The standard decidability proof is to determinize them into DFAs first, and then construct a new DFA whose states are pairs of the two DFAs' states, and whose final states are exactly those in which both states in the pair are final in their original DFA. Alternatively, if you've already shown how to compute the complement of a NFA, then you can (DeMorgan's law style) get the intersection by complement(union(complement(A),complement(B))).
Unfortunately, NFA->DFA involves a potentially exponential size explosion (because states in the DFA are subsets of states in the NFA). From Wikipedia:
Some classes of regular languages can
only be described by deterministic
finite automata whose size grows
exponentially in the size of the
shortest equivalent regular
expressions. The standard example are
here the languages L_k consisting of
all strings over the alphabet {a,b}
whose kth-last letter equals a.
By the way, you should definitely use OpenFST. You can create automata as text files and play around with operations like minimization, intersection, etc. in order to see how efficient they are for your problem. There already exist open source regexp->nfa->dfa compilers (I remember a Perl module); modify one to output OpenFST automata files and play around.
Fortunately, it's possible to avoid the subset-of-states explosion, and intersect two NFA directly using the same construction as for DFA:
if A ->a B (in one NFA, you can go from state A to B outputting the letter 'a')
and X ->a Y (in the other NFA)
then (A,X) ->a (B,Y) in the intersection
(C,Z) is final iff C is final in the one NFA and Z is final in the other.
To start the process off, you start in the pair of start states for the two NFAs e.g. (A,X) - this is the start state of the intersection-NFA. Each time you first visit a state, generate an arc by the above rule for every pair of arcs leaving the two states, and then visit all the (new) states those arcs reach. You'd store the fact that you expanded a state's arcs (e.g. in a hash table) and end up exploring all the states reachable from the start.
If you allow epsilon transitions (that don't output a letter), that's fine:
if A ->epsilon B in the first NFA, then for every state (A,Y) you reach, add the arc (A,Y) ->epsilon (B,Y) and similarly for epsilons in the second-position NFA.
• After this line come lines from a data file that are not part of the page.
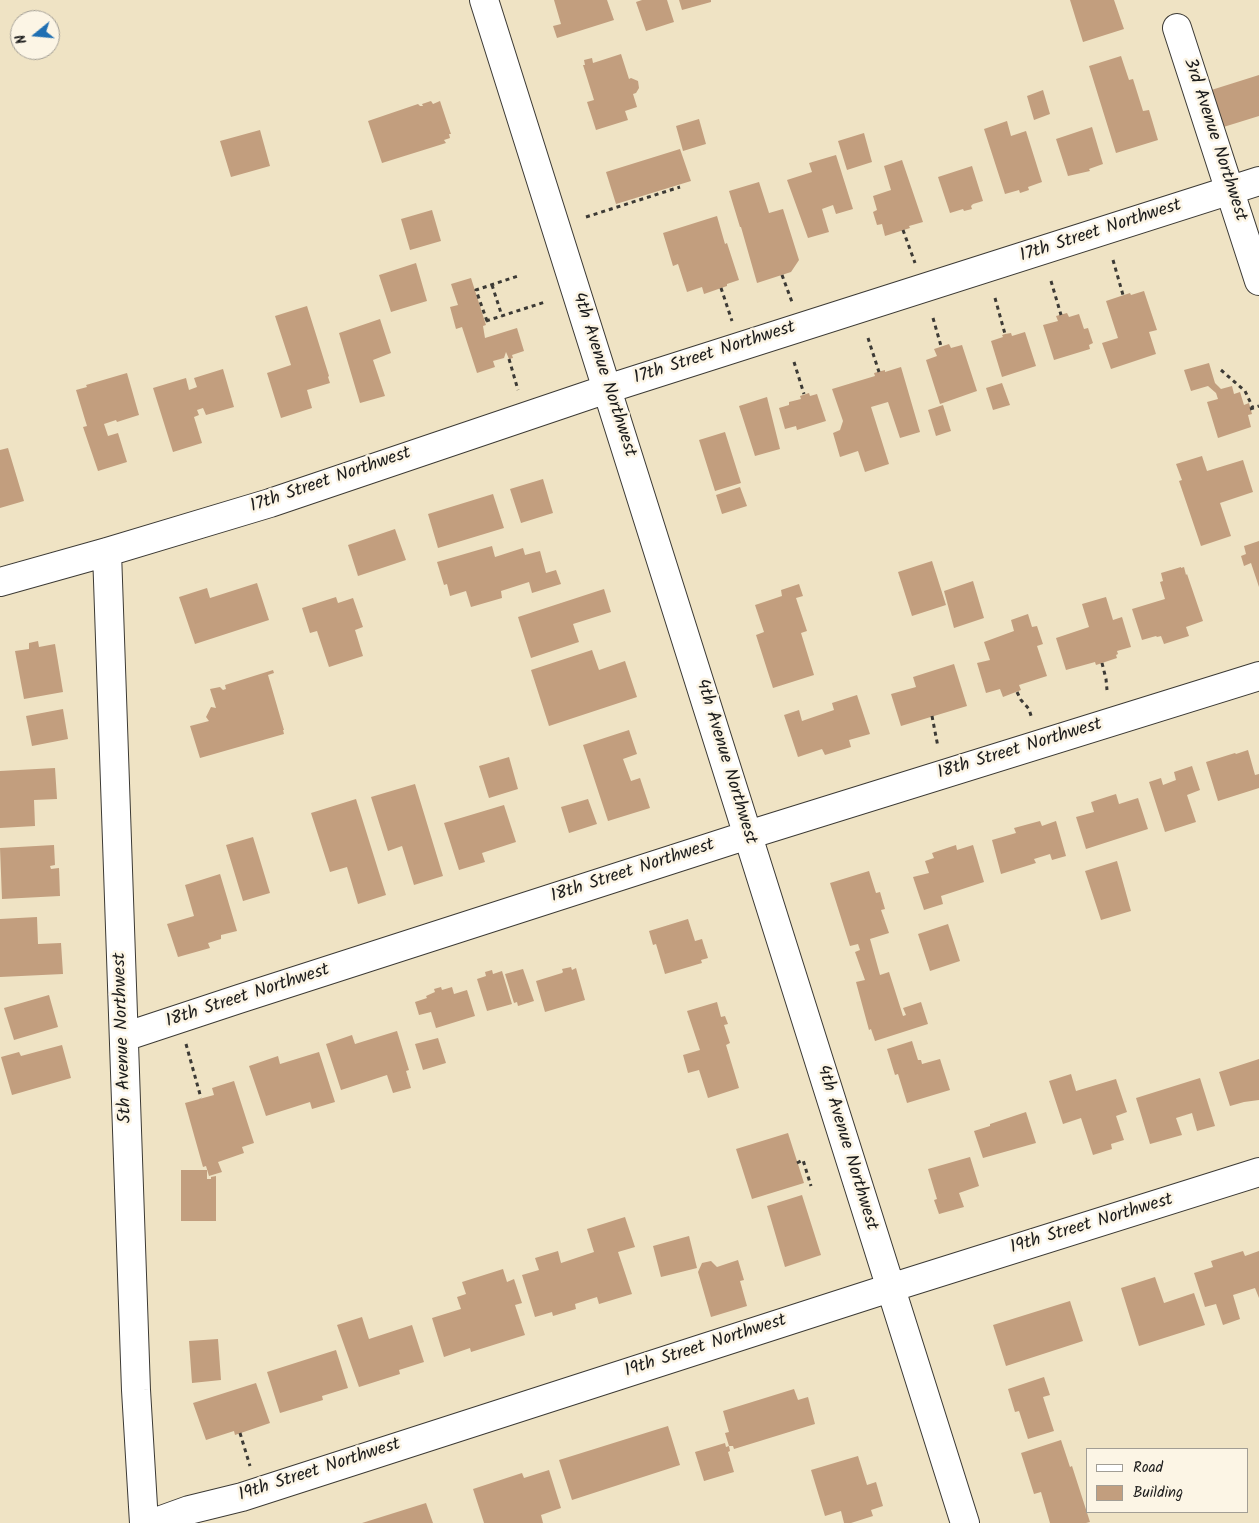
<!DOCTYPE html>
<html>
<head>
<meta charset="utf-8">
<style>
	body { margin:0 }
	#map { position:relative; width:1259px; height:1523px; overflow:hidden; background:#efe3c4; font-family:Kalam,sans-serif }
	canvas { display:block }
	.legend { position:absolute; left:1086px; top:1448px; width:162px; height:65px; box-sizing:border-box; background:#fcf5e5; border:1px solid #a29e95; margin:0; padding:6px 9px; list-style:none; font-size:15px; color:#1c1c1c }
	.legend li { display:flex; align-items:center; gap:10px; height:25px }
	.legend b { width:25px; border:1px solid #a29e95 }
	.north { position:absolute; left:10px; top:10px; width:50px; height:50px; box-sizing:border-box; background:#fcf5e5; border:1px solid #a29e95; border-radius:50%; rotate:253deg; font-size:14px; font-weight:700; line-height:20px; text-align:center; color:#1c1c1c }
	.north::after { content:''; display:block; margin:auto; width:18px; height:22px; background:#1f6fb2; clip-path:polygon(50% 0,100% 100%,50% 72%,0 100%) }
</style>
</head>
<body>
<div id="map">
<canvas width="1259" height="1523"></canvas>
<ul class="legend">
<li><b style="height:6px;background:#fff"></b>Road</li>
<li><b style="height:14px;background:#c29e7e"></b>Building</li>
</ul>
<div class="north">N</div>
</div>
<script>
const g = document.querySelector('canvas').getContext('2d');
g.lineJoin = 'round';
function fill(path, color) { g.fillStyle = color; g.fill(path, 'evenodd'); }
const poly = rows => new Path2D(rows.map(r => 'M' + r).join(''));
function trace(path, color, width, dash) { g.strokeStyle = color; g.lineWidth = width; g.lineCap = dash ? 'butt' : 'round'; g.setLineDash(dash || []); g.stroke(path); }
function label(font, color, halo, rows, align = 'center') {
  g.font = font + ' Kalam,sans-serif'; g.lineWidth = 5; g.setLineDash([]); g.textBaseline = 'middle'; g.strokeStyle = halo; g.fillStyle = color; for (const [text, x, y, turn = 0] of rows) {
    g.save(); g.translate(x, y); g.rotate((+turn || 0) * Math.PI / 180); g.textAlign = isNaN(turn) ? turn : align; if (halo) g.strokeText(text, 0, 0); g.fillText(text, 0, 0); g.restore();
  }
}
const building = poly([
	[554,0,607,0,614,20,557,38,553,26,561,24],
	[642,0,667,0,674,22,646,31,636,2],
	[679,0,711,0,711,2,682,10],
	[1070,0,1114,0,1124,29,1083,42],
	[621,54,629,79,631,78,638,81,639,88,636,93,633,94,637,107,625,111,628,120,596,130,587,102,594,100,583,65,585,65,584,60,592,58,593,63],
	[1121,56,1129,80,1133,79,1143,111,1149,110,1158,140,1116,153,1089,66],
	[1259,75,1259,116,1217,129,1205,92],
	[1043,90,1050,114,1034,120,1027,96],
	[431,101,433,104,440,101,451,134,449,134,450,138,444,140,446,143,382,163,368,121,418,104,420,106,423,106,422,104],
	[699,119,706,144,683,151,676,126],
	[1007,121,1011,136,1026,131,1042,182,1028,187,1029,190,1020,193,1019,190,1005,194,984,129],
	[1092,127,1103,164,1089,169,1090,171,1068,176,1056,139],
	[260,130,270,166,231,177,220,141],
	[864,133,872,162,847,170,838,141],
	[680,149,691,181,616,204,606,172],
	[836,155,853,209,836,214,833,205,822,209,829,232,808,238,787,180,812,172,809,163],
	[902,160,923,222,909,226,910,228,885,236,882,224,877,225,873,212,877,210,873,196,891,190,884,166],
	[972,166,983,201,973,204,971,206,972,209,964,211,963,209,950,213,938,177],
	[759,182,769,213,783,209,799,260,791,272,757,283,741,227,740,227,729,191],
	[432,210,441,241,410,250,401,219],
	[717,216,725,244,727,243,739,280,727,284,727,286,704,294,702,287,687,292,678,264,673,266,663,233],
	[416,263,427,301,391,312,379,275],
	[471,278,486,325,483,326,485,338,517,328,524,351,512,355,513,358,509,359,506,352,504,358,493,361,495,367,477,373,462,327,456,329,450,307,458,305,451,284],
	[1144,291,1157,330,1149,332,1156,354,1111,369,1102,343,1118,338,1106,301,1130,293,1131,295],
	[307,306,329,376,328,377,330,383,307,390,312,408,281,418,267,373,291,365,275,316],
	[1067,313,1069,317,1079,314,1084,329,1088,328,1093,343,1089,345,1090,349,1054,360,1043,325,1058,321,1056,316],
	[380,319,391,353,373,360,385,396,360,403,339,333],
	[1025,332,1036,366,1002,377,991,341,1003,337,1002,335,1005,334,1011,333,1012,336],
	[949,344,951,348,962,345,977,391,940,404,926,360,937,356,934,349],
	[1209,363,1215,383,1221,389,1232,386,1234,394,1240,392,1244,405,1249,403,1252,414,1248,415,1251,427,1218,438,1207,402,1218,399,1216,393,1208,386,1191,391,1184,370],
	[901,367,920,432,900,438,888,402,871,407,889,464,865,472,858,451,840,457,833,433,840,430,843,421,832,389,875,376,874,373,885,370,885,372],
	[223,369,234,407,206,415,203,408,197,410,199,415,194,417,202,443,173,452,153,388,186,378,189,390,197,387,194,378],
	[127,373,139,415,117,422,116,420,104,424,108,436,118,433,127,462,98,471,83,427,87,426,76,390,87,387,86,385],
	[1002,383,1010,405,993,410,986,388],
	[809,393,810,396,817,394,826,421,797,430,796,426,785,429,779,408,789,405,789,402,801,399,800,396],
	[767,397,780,449,755,456,739,406],
	[943,405,951,431,936,436,928,410],
	[725,432,741,483,715,491,699,440],
	[8,448,24,501,0,508,0,450],
	[1202,456,1207,471,1243,460,1253,492,1220,503,1231,536,1201,546,1179,481,1182,480,1176,464],
	[543,479,553,513,521,523,510,489],
	[740,487,747,506,722,514,716,495],
	[493,494,504,528,438,548,428,514],
	[395,529,406,560,358,576,348,545],
	[1259,541,1259,587,1251,563,1244,566,1241,556,1246,554,1244,546],
	[492,546,495,557,523,548,525,555,540,551,546,573,556,570,561,584,532,593,529,582,501,591,502,598,471,607,466,591,450,596,447,584,444,585,437,562],
	[932,561,946,605,912,616,898,572],
	[1181,567,1181,568,1184,567,1186,575,1187,574,1203,621,1186,627,1189,636,1164,644,1161,636,1157,637,1156,636,1142,640,1132,609,1165,599,1160,582,1163,581,1161,573],
	[973,581,984,618,954,628,944,591],
	[257,583,269,620,195,644,179,597,207,588,210,598],
	[799,584,803,596,796,598,807,631,801,633,814,675,773,688,756,635,764,632,755,605,782,596,781,590],
	[604,589,611,612,573,624,579,642,531,658,518,617],
	[336,597,338,603,353,598,363,627,355,630,363,656,329,667,317,631,310,633,302,608],
	[1106,597,1113,620,1122,617,1131,647,1117,651,1118,654,1116,655,1117,658,1096,665,1095,662,1066,670,1056,638,1089,627,1082,604],
	[1028,614,1032,627,1037,626,1043,644,1037,646,1047,676,1019,685,1021,690,1003,697,1000,689,986,693,977,663,990,660,984,642,1014,631,1011,620],
	[38,641,39,647,55,644,63,692,24,699,15,651,29,649,29,643],
	[592,650,599,670,625,661,637,697,549,726,531,670],
	[954,664,967,706,901,726,891,694,916,687,913,677],
	[273,670,274,673,268,675,284,730,283,730,284,734,200,758,190,726,209,721,206,717,211,707,216,708,210,689,220,687,223,690,226,689,225,685],
	[857,695,870,734,849,740,851,747,825,755,822,749,798,757,784,715,799,710,802,721,834,710,832,703],
	[63,709,68,739,32,746,26,716],
	[629,730,637,754,623,759,631,781,640,778,650,808,608,821,583,745],
	[1248,750,1255,775,1259,774,1259,788,1218,801,1206,762,1235,753,1236,754],
	[509,757,518,789,489,798,479,766],
	[1192,766,1200,790,1187,795,1196,822,1165,832,1149,782,1161,778,1163,785,1176,780,1174,772],
	[55,768,57,799,34,800,35,826,0,828,0,771],
	[415,784,443,876,414,885,402,846,388,851,371,797],
	[1116,794,1119,804,1138,798,1148,829,1086,849,1076,817,1094,812,1091,802],
	[356,799,386,895,358,904,347,867,330,872,311,813],
	[588,799,597,824,569,833,561,807],
	[504,805,516,842,482,853,485,862,459,870,444,823],
	[1040,821,1042,826,1056,821,1066,856,1052,860,1050,854,1034,859,1036,863,1001,874,992,840,1016,833,1014,828],
	[253,837,270,893,243,901,226,845],
	[54,845,55,865,50,866,51,869,59,868,60,896,2,899,0,848],
	[956,845,957,850,973,845,984,882,941,896,943,904,924,910,913,877,929,873,925,861,934,858,932,853],
	[1117,861,1131,911,1101,920,1085,871],
	[869,871,876,893,880,892,885,909,881,910,889,933,870,939,880,975,889,972,903,1016,906,1015,903,1008,921,1002,928,1024,875,1041,871,1029,869,1030,856,982,865,980,855,952,860,950,858,944,850,946,830,883],
	[220,874,237,931,221,935,221,939,208,943,210,948,178,957,167,924,194,916,185,885],
	[37,917,38,944,61,943,63,974,0,977,0,919],
	[688,919,695,941,702,939,708,958,701,960,702,963,665,974,656,944,653,945,649,931],
	[948,924,960,961,930,971,918,934],
	[571,967,572,970,576,968,585,1000,545,1012,536,981,562,973,563,972,562,969],
	[523,969,534,1001,518,1006,517,1002,514,1003,505,974],
	[492,970,493,974,502,971,512,1004,487,1011,477,979,486,976,485,972],
	[441,987,442,990,452,987,454,994,467,990,475,1016,436,1028,431,1012,419,1015,415,1002,427,998,426,996,435,992,434,989],
	[49,995,58,1027,14,1040,4,1008],
	[717,1002,721,1017,725,1016,728,1024,724,1025,730,1043,726,1045,739,1088,708,1098,699,1070,688,1073,683,1055,700,1050,687,1011],
	[397,1031,409,1070,406,1071,411,1088,393,1093,387,1075,341,1090,326,1044,352,1035,355,1044],
	[438,1038,446,1063,423,1070,415,1044],
	[912,1041,918,1060,921,1060,922,1064,940,1059,950,1090,907,1103,898,1074,895,1075,887,1049],
	[62,1045,71,1078,12,1095,1,1057,19,1052,21,1056],
	[319,1052,335,1102,312,1109,310,1102,266,1116,249,1066,278,1056,280,1064],
	[1259,1059,1259,1100,1244,1102,1230,1106,1219,1072],
	[1071,1074,1076,1091,1116,1079,1127,1112,1116,1116,1124,1140,1111,1144,1112,1149,1093,1155,1081,1118,1063,1124,1049,1081],
	[1200,1078,1215,1126,1197,1131,1192,1113,1176,1118,1182,1135,1150,1144,1136,1098],
	[234,1081,254,1143,242,1147,244,1153,218,1162,222,1172,209,1176,206,1166,203,1167,185,1103,214,1095,212,1088],
	[1026,1112,1036,1143,983,1158,974,1131,990,1126,990,1124],
	[788,1133,804,1183,752,1199,736,1149],
	[970,1157,979,1186,959,1193,964,1207,939,1214,934,1200,937,1199,928,1169],
	[181,1170,207,1170,207,1179,211,1179,211,1177,216,1176,216,1221,181,1221],
	[802,1195,821,1255,785,1267,767,1206],
	[625,1217,635,1247,618,1252,632,1294,599,1304,597,1297,575,1304,576,1309,553,1316,552,1312,535,1317,522,1275,539,1270,535,1258,558,1251,561,1263,594,1252,587,1229],
	[689,1236,697,1268,661,1277,653,1246],
	[1243,1251,1245,1256,1259,1251,1259,1298,1255,1288,1233,1295,1240,1319,1223,1325,1216,1304,1205,1307,1194,1273,1213,1267,1211,1261],
	[738,1260,744,1280,740,1281,747,1306,711,1317,698,1272,702,1263,711,1261,717,1267],
	[503,1269,507,1282,514,1279,522,1303,515,1305,525,1335,471,1352,470,1348,444,1357,432,1318,461,1309,457,1297,466,1294,462,1282],
	[1155,1277,1164,1303,1194,1293,1205,1325,1139,1346,1121,1288],
	[1070,1301,1083,1341,1006,1366,993,1325],
	[362,1317,369,1339,412,1325,424,1362,399,1370,400,1374,359,1387,337,1325],
	[218,1339,221,1380,192,1383,189,1341],
	[336,1350,348,1388,322,1396,323,1400,280,1413,267,1372],
	[1044,1377,1050,1395,1043,1397,1054,1431,1028,1439,1019,1411,1015,1412,1008,1389],
	[256,1383,270,1423,235,1435,234,1431,206,1440,193,1403],
	[794,1389,798,1400,808,1397,815,1424,734,1449,733,1446,729,1446,725,1433,729,1432,723,1411],
	[668,1426,680,1465,572,1500,559,1460],
	[1061,1440,1070,1467,1072,1466,1090,1522,1086,1523,1050,1523,1041,1492,1034,1494,1021,1453],
	[725,1443,726,1447,729,1446,730,1451,728,1452,734,1472,704,1481,695,1452],
	[858,1456,867,1485,876,1482,883,1506,871,1510,873,1516,851,1523,844,1523,841,1511,825,1516,811,1470],
	[549,1470,561,1508,541,1515,543,1523,484,1523,473,1489,522,1473,524,1478],
	[426,1503,433,1523,362,1523]
]);
const path = poly([
	[586,217,680,187],
	[903,230,915,263],
	[1113,260,1123,295],
	[782,275,792,302],
	[1051,281,1061,315],
	[492,285,502,316],
	[721,288,732,321],
	[995,298,1005,334],
	[933,318,941,346],
	[486,321,545,302],
	[487,321,476,290,518,276],
	[868,338,879,372],
	[509,359,518,390],
	[794,362,804,394],
	[1221,370,1245,391,1253,408],
	[1250,409,1259,406],
	[1102,663,1106,679,1107,690],
	[1017,692,1021,700,1029,709,1032,719],
	[932,716,938,747],
	[186,1044,201,1098],
	[797,1163,803,1160,811,1186],
	[240,1433,250,1466]
]);
const minor = poly([
	[484,0,965,1523],
	[1177,28,1259,281],
	[107,552,136,1390,144,1523],
	[0,582,107,552,270,503,607,389,1259,181],
	[124,1037,239,999,748,835,1259,676],
	[153,1523,189,1510,242,1497,890,1288,1259,1172]
]);
const streetNames = [
	["3rd Avenue Northwest",1214,140,72],
	["17th Street Northwest",1101,232,-18],
	["17th Street Northwest",715,354,-18],
	["4th Avenue Northwest",603,375,72],
	["17th Street Northwest",331,481,-19],
	["18th Street Northwest",1020,750,-17],
	["4th Avenue Northwest",725,762,73],
	["18th Street Northwest",633,872,-18],
	["18th Street Northwest",248,997,-18],
	["5th Avenue Northwest",124,1038,-92],
	["4th Avenue Northwest",846,1148,73],
	["19th Street Northwest",1092,1225,-17],
	["19th Street Northwest",706,1347,-18],
	["19th Street Northwest",320,1471,-18]
];
fill(building, '#c29e7e');
trace(minor, '#3c3a35', 30);
trace(path, '#3c3a35', 3, [4, 4]);
trace(minor, '#fff', 28);
label('18px', '#1c1c1c', '#fcf5e5', streetNames);
</script>
</body>
</html>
Epsilon transitions are useful (but not necessary) in taking the union of two NFAs when translating a regexp to an NFA; whenever you have alternation regexp1|regexp2|regexp3, you take the union: an NFA whose start state has an epsilon transition to each of the NFAs representing the regexps in the alternation.
Deciding emptiness for an NFA is easy: if you ever reach a final state in doing a depth-first-search from the start state, it's not empty.
This NFA-intersection is similar to finite state transducer composition (a transducer is an NFA that outputs pairs of symbols, that are concatenated pairwise to match both an input and output string, or to transform a given input to an output).
This regex inverter (written using pyparsing) works with a limited subset of re syntax (no * or + allowed, for instance) - you could invert two re's into two sets, and then look for a set intersection.
In theory, the problem you describe is impossible.
In practice, if you have a manageable number of regular expressions that use a limited subset or of regexp syntax, and/or a limited selection of strings that can be used to match against the container of regular expressions, you might be able to solve it.
Assuming you're not trying to solve the abstract general case, there might be something you can do to solve a practical application. Perhaps if you provided a representative sample of the regexps, and described the strings you'd be matching with, a heuristic could be created to solve the problem.